Tuesday, 6 November 2012

Inherent Privacy

I've long had a suspicion that when building information systems and specifically when reviewing and auditing such systems that the techniques that need to be used and developed are effectively the very same tools and techniques that are used in the construction of safety-critical and fault tolerant systems.

As privacy is fast becoming the number one issue (if it isn't already) with regards to consumers' data, the amount of effort in consumer advocacy and legal aspects is outstripping the ability of the technical community to keep up with the required architectures, platforms, design, implementation and techniques for achieving this. Indeed there is some kind of arms race going on here and I'm not sure it really is in the benefit of the consumer.

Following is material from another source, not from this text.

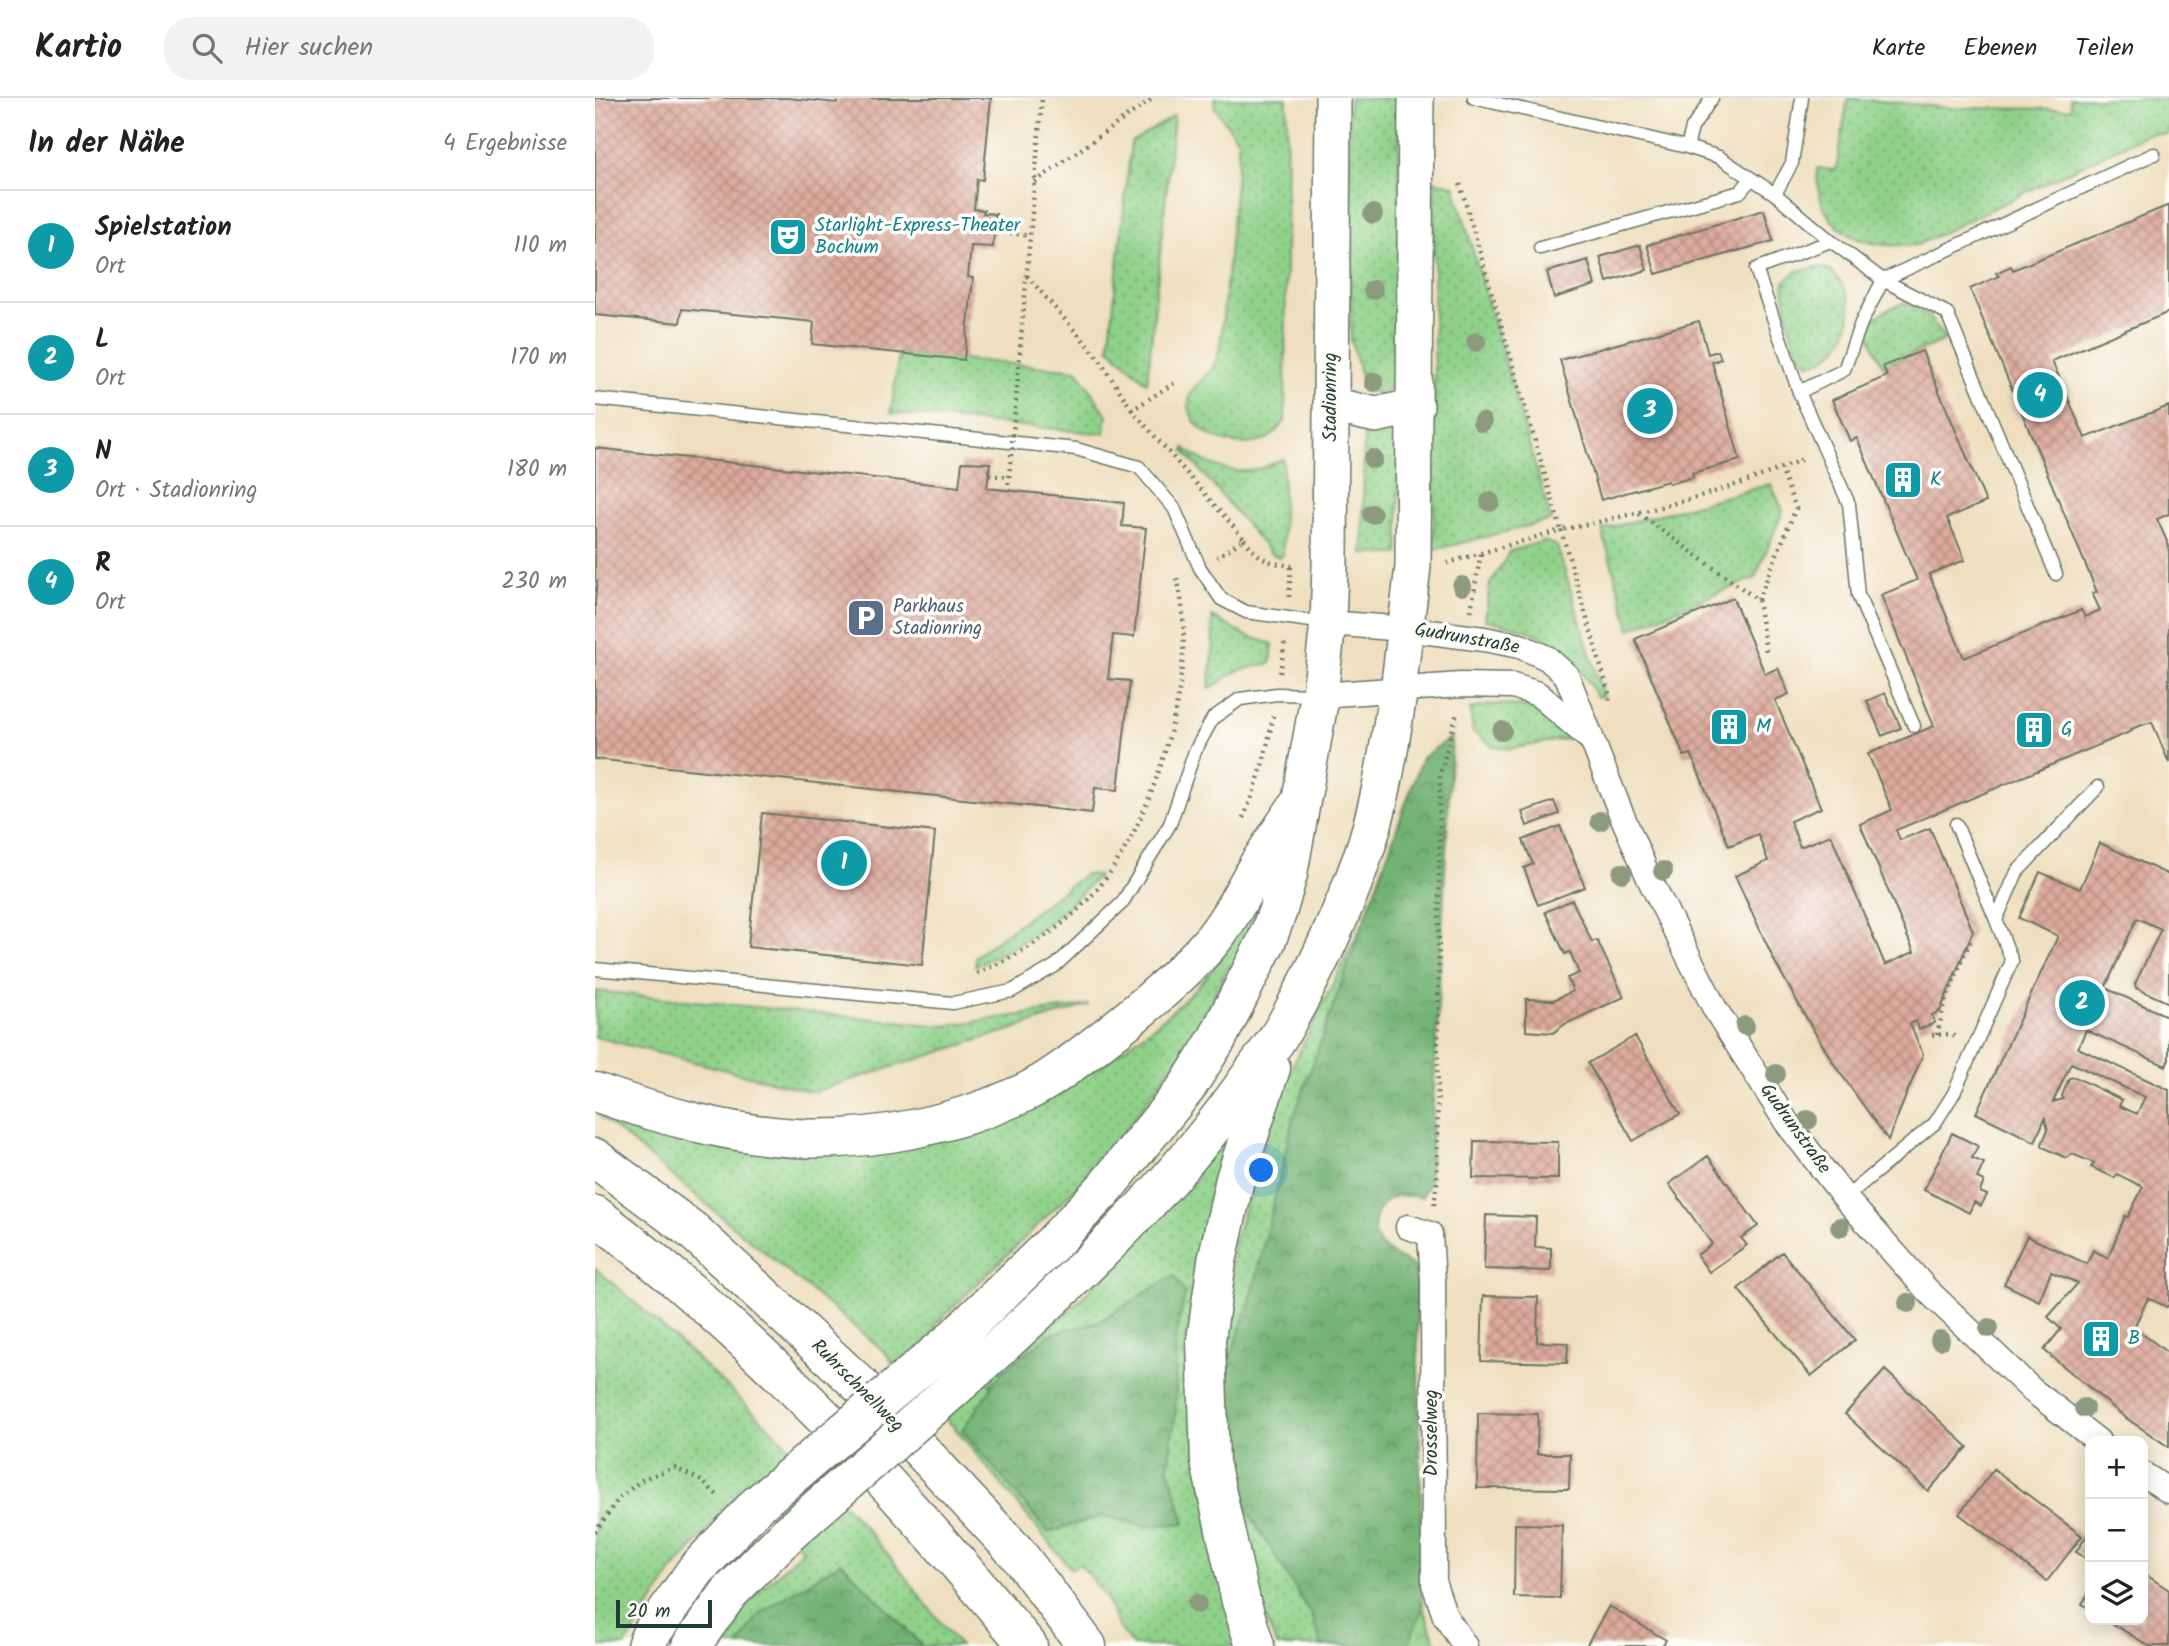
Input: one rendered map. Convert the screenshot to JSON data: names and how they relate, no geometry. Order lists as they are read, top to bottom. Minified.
{"streets":{"highway":["Ruhrschnellweg"],"main road":["Stadionring"],"street":["Gudrunstraße","Drosselweg"]},"crossings":[["Stadionring","Gudrunstraße"]],"places":{"theatre":["Starlight-Express-Theater Bochum"],"building":["K","M","G","B"],"parking":["Parkhaus Stadionring"]},"scale_bar":"20 m","page":{"header":"Kartio","search":"Hier suchen","nav":["Karte","Ebenen","Teilen"],"heading":["In der Nähe","4 Ergebnisse"],"list":[{"mark":"1","name":"Spielstation","note":"Ort","value":"110 m"},{"mark":"2","name":"L","note":"Ort","value":"170 m"},{"mark":"3","name":"N","note":"Ort · Stadionring","value":"180 m"},{"mark":"4","name":"R","note":"Ort","value":"230 m"}],"pins":["4","3","1","2"],"map_buttons":["+","−"],"scale":"20 m"}}
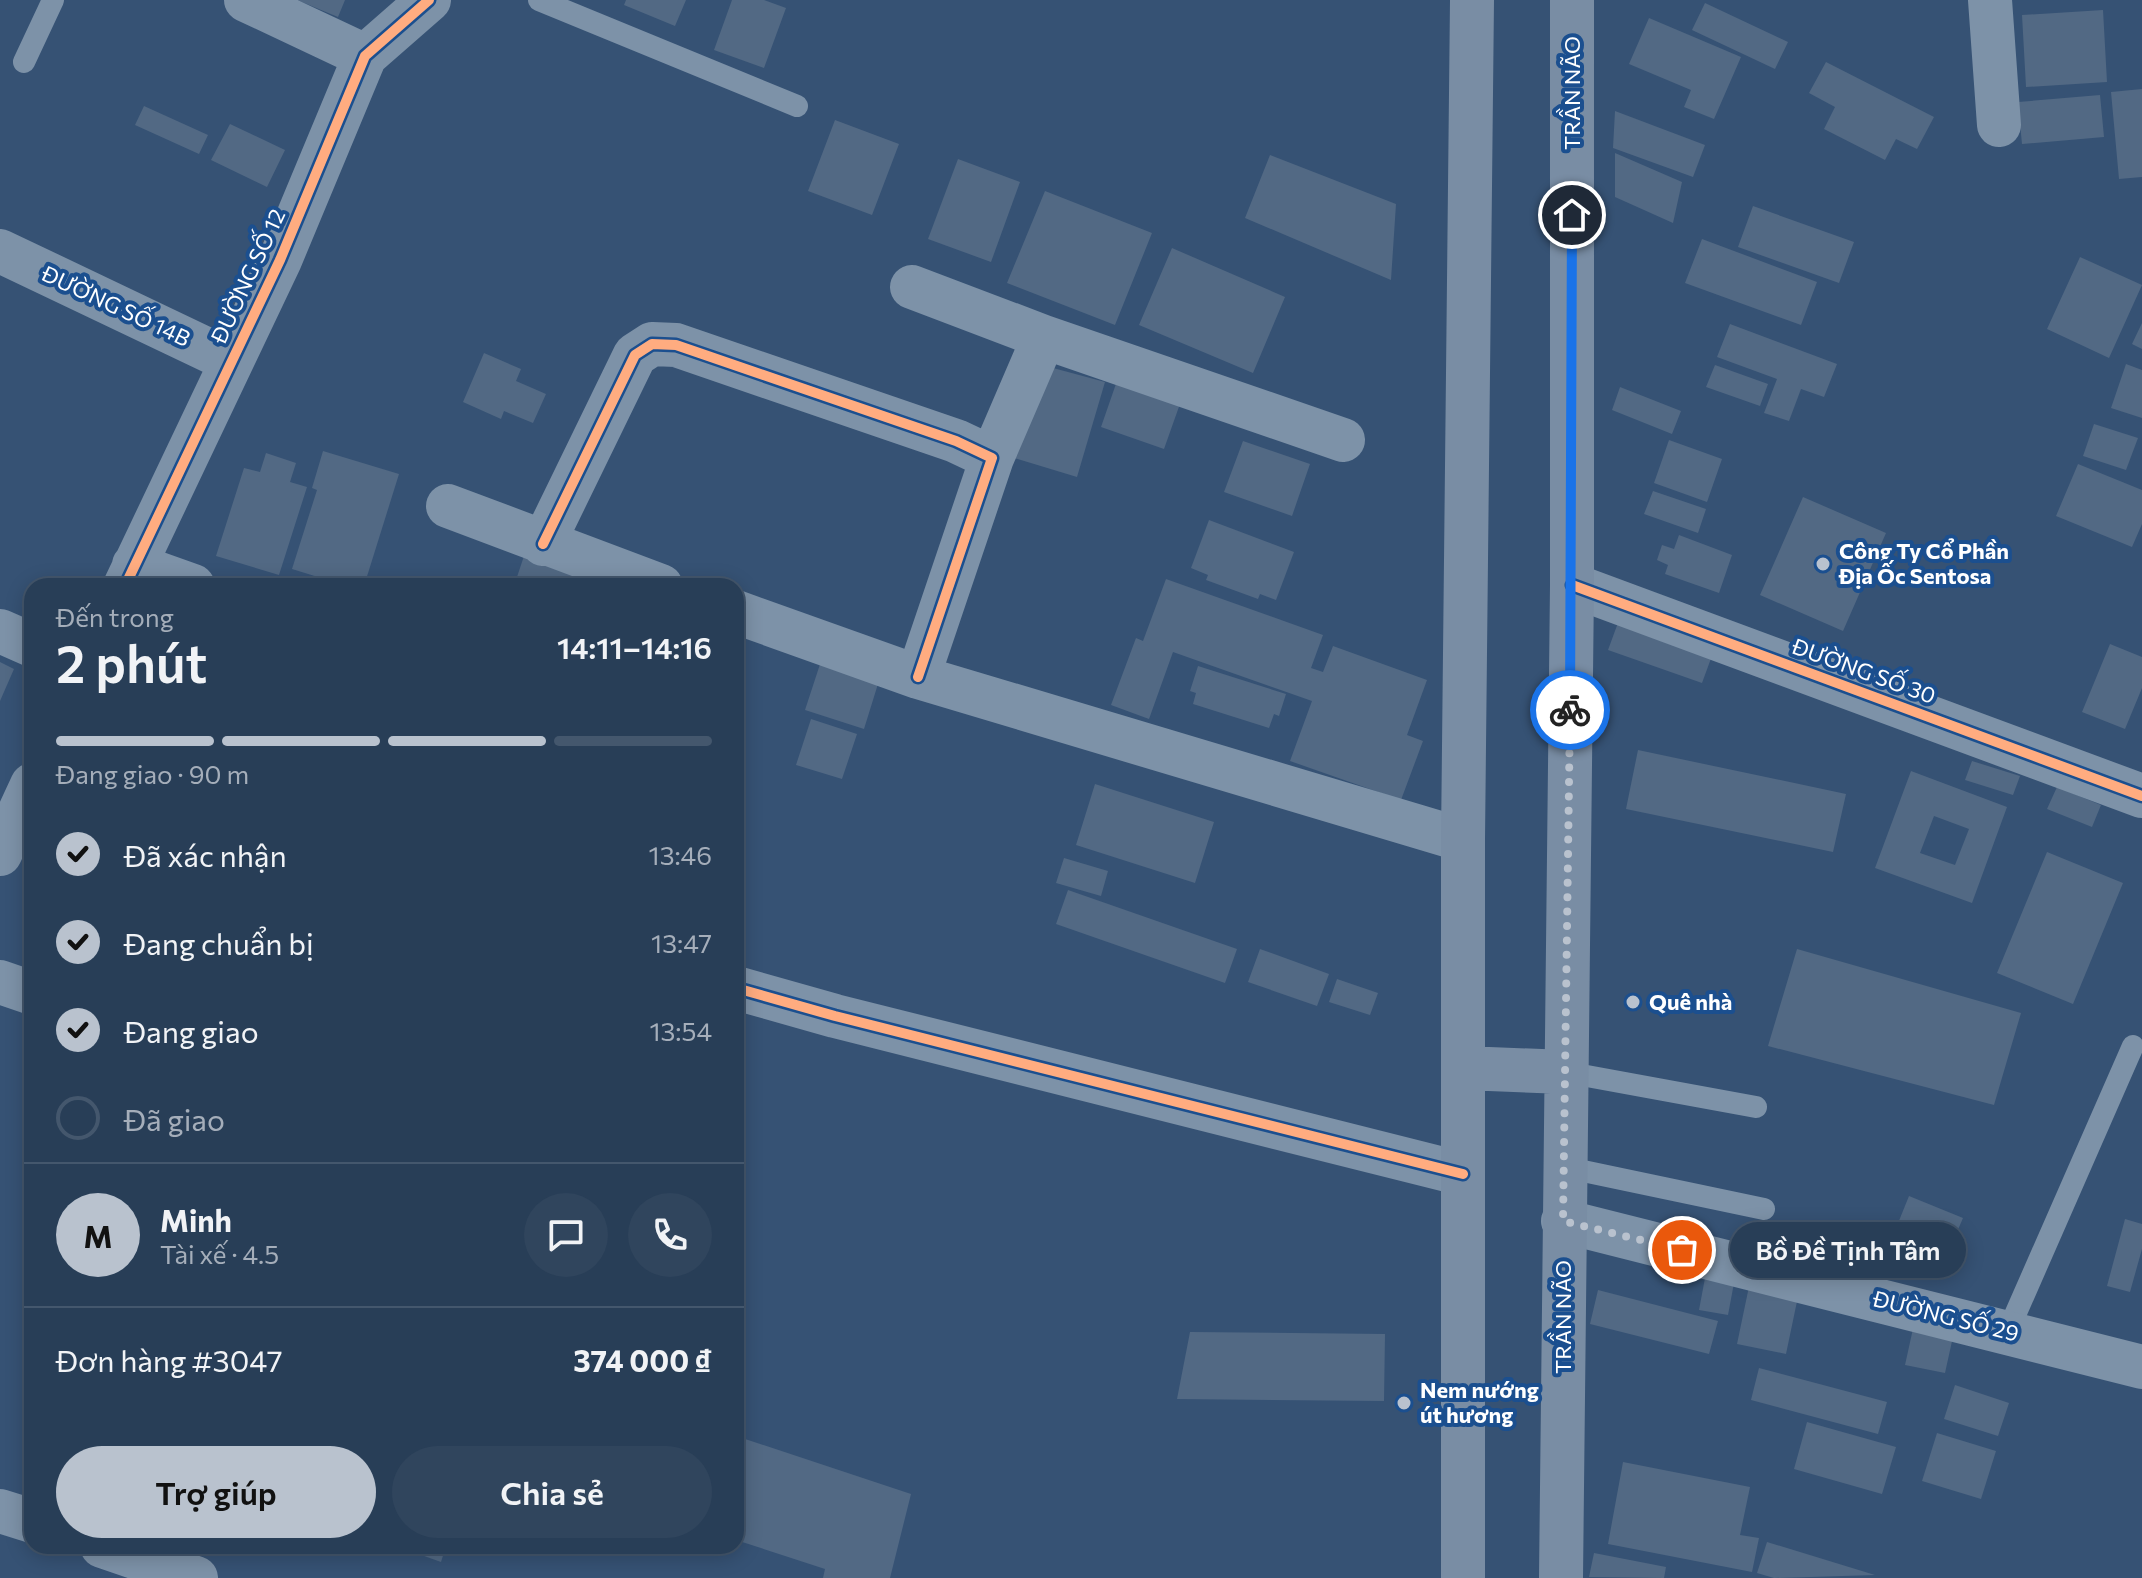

For example, the Do Not Track technical community has come under criticism for not delivering a complete solution. I don't think this really is 100% the fault of the W3C or the good people developing these standards but rather the lack of
  1. understanding information systems (even in the theoretical sense) and 
  2. a lack of applicable and relevant tools and techniques for the software engineering community who at the end of the day are the ones who will end up writing the code that implements the legal directives in some for or other. But we digress.
Performing a little research we come across the term "Inherent Safety" (see [3]), defined:
Inherent safety is a concept particularly used in the chemical and process industries. An inherently safe process has a low level of danger even if things go wrong. It is used in contrast to safe systems where a high degree of hazard is controlled by protective systems. It should not be confused with intrinsic safety which is a particular technology for electrical systems in potentially flammable atmospheres. As perfect safety cannot be achieved, common practice is to talk about inherently safer design. “An inherently safer design is one that avoids hazards instead of controlling them, particularly by reducing the amount of hazardous material and the number of hazardous operations in the plant [3].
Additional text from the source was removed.